# [Your goal]
Filter the entries for the word "does". Copy each line in which it occurs.

........

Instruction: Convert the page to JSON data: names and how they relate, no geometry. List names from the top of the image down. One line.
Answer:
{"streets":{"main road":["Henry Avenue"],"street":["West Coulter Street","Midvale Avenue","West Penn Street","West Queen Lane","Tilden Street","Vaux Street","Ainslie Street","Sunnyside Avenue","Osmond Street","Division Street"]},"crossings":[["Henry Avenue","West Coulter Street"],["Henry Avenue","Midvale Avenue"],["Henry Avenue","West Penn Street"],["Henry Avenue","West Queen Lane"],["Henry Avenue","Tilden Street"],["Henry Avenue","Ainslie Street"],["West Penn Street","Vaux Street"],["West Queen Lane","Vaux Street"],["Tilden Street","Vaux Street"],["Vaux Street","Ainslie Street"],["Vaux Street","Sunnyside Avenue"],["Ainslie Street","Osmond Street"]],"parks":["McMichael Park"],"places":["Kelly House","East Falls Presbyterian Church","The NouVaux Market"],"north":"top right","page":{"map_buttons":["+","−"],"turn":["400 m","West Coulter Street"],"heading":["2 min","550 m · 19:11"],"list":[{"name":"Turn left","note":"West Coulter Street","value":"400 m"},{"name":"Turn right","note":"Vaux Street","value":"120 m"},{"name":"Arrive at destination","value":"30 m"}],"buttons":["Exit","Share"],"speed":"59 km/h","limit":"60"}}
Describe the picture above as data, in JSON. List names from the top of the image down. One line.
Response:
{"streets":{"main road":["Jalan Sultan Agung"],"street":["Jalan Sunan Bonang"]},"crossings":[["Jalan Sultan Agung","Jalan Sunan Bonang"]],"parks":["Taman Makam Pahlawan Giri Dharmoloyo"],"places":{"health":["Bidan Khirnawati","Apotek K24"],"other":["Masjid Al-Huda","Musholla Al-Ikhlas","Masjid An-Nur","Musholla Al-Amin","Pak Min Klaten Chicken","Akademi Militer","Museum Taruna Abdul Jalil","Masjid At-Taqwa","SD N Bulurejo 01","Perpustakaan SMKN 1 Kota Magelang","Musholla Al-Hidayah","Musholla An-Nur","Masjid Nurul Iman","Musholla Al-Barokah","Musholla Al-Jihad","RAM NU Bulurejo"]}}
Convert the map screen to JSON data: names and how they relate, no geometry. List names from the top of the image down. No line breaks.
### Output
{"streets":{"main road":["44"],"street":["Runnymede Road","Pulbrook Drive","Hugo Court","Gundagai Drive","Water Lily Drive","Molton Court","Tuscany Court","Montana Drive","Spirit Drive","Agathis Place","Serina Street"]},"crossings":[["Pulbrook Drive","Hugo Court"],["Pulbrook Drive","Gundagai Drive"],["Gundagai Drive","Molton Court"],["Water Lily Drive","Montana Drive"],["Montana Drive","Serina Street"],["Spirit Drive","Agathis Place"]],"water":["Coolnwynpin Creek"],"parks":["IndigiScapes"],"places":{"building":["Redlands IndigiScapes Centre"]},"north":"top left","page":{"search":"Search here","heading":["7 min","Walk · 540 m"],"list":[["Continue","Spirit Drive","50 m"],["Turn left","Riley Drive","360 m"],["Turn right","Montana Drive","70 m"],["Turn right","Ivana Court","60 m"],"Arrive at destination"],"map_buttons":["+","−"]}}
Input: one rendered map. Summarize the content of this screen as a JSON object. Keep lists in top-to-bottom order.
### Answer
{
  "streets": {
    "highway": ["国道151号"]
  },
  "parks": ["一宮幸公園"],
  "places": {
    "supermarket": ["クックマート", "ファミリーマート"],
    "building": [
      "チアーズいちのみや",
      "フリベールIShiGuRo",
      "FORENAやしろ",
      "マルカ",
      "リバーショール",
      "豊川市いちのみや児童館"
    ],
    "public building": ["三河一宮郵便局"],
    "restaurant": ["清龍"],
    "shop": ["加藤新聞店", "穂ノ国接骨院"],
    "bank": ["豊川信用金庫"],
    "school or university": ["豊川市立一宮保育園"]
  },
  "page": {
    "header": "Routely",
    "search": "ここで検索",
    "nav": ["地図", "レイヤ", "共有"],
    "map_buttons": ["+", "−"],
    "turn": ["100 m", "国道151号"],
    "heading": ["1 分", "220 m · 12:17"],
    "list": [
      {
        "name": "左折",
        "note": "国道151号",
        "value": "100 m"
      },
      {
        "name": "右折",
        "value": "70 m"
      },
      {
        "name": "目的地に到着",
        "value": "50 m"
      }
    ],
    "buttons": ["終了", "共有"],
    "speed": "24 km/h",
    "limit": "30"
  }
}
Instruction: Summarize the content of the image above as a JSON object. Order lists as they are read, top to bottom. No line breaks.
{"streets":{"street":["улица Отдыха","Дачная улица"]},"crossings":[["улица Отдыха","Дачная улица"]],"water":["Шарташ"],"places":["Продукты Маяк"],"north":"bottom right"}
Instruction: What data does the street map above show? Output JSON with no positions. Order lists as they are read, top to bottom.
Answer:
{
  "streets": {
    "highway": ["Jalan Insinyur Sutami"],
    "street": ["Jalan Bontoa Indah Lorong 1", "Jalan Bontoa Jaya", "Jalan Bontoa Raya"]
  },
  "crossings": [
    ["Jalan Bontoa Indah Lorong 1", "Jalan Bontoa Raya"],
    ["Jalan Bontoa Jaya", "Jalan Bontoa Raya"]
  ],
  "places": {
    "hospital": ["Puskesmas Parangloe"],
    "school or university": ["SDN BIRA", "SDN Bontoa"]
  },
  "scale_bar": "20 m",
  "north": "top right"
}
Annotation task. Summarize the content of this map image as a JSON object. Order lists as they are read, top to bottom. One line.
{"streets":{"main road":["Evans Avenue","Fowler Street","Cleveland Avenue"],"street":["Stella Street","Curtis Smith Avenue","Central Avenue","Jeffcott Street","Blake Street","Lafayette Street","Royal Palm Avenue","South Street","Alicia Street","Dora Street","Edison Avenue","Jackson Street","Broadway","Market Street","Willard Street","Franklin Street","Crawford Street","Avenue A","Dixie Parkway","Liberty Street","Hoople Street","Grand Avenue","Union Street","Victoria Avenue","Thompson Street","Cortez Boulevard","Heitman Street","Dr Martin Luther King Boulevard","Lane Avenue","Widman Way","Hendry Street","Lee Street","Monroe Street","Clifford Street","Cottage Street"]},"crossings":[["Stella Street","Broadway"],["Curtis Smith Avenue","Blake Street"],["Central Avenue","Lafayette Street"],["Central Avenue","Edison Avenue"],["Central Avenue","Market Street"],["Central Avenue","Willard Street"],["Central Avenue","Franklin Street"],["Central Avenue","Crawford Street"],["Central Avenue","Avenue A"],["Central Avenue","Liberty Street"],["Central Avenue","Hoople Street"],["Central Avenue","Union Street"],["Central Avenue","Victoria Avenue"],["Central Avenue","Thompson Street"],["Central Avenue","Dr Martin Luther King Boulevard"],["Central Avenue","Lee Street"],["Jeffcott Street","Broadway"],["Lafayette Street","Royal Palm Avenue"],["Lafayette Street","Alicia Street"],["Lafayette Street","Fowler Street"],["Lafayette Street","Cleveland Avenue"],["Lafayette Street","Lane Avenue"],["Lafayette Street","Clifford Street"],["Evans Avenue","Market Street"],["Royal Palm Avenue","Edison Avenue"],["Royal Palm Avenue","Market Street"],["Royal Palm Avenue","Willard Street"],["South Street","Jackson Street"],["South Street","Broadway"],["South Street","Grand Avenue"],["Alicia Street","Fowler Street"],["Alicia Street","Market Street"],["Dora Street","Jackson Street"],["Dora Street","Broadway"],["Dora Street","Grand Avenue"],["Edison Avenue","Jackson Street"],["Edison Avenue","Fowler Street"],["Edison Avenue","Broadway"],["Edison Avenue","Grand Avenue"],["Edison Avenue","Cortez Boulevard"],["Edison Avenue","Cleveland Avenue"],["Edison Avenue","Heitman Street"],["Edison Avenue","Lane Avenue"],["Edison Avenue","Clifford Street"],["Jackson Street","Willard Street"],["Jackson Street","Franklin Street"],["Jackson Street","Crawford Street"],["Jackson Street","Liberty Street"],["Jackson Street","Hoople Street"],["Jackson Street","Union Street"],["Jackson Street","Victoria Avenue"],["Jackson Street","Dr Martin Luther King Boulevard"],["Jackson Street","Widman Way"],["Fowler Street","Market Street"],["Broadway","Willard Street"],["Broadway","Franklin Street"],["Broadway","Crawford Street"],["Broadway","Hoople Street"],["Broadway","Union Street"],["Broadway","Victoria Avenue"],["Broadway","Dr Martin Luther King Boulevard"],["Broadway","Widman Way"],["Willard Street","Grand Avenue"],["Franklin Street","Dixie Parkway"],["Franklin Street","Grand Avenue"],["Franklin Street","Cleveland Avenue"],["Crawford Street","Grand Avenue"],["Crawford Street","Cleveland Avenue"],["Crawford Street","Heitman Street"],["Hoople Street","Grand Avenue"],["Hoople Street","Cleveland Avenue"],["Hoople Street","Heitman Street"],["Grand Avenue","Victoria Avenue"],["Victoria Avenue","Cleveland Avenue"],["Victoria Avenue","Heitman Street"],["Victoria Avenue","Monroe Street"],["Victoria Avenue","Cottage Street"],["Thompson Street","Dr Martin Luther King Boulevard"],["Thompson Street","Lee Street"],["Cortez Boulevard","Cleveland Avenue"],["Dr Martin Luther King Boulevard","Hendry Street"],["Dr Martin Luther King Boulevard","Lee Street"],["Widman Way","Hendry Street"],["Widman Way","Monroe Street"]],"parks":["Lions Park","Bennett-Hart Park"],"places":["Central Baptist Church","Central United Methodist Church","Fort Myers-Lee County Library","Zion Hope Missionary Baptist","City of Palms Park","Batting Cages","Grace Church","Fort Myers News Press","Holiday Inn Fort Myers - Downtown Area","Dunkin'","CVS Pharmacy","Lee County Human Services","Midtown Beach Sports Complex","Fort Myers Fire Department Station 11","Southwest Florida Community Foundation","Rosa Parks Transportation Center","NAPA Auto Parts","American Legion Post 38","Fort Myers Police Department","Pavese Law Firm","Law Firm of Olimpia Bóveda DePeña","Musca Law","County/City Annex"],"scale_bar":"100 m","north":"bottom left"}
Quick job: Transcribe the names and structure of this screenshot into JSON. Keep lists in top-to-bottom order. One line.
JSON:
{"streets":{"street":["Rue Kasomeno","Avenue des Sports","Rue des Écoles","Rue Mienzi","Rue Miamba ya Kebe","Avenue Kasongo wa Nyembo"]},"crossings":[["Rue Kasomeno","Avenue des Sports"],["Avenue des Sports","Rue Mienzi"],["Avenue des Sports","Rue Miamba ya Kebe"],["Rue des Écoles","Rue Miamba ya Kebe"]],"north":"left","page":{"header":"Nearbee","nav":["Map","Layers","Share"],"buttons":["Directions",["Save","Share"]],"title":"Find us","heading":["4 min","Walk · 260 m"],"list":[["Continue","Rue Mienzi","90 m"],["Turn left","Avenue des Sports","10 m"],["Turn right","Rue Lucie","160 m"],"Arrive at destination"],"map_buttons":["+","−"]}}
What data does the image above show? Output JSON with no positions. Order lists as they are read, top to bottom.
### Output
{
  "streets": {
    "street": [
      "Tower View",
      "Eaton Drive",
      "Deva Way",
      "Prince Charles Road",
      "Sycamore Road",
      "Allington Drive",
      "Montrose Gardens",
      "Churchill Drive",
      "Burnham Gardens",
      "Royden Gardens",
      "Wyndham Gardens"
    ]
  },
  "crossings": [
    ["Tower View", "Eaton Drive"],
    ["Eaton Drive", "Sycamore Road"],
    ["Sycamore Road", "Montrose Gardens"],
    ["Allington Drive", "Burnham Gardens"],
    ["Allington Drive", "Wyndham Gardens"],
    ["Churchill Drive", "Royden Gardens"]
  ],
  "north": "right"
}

........

# [Answer to the exercise]
Instruction: What data does the street map above show? Output JSON with no positions. Order lists as they are read, top to bottom.
What data does the image above show? Output JSON with no positions. Order lists as they are read, top to bottom.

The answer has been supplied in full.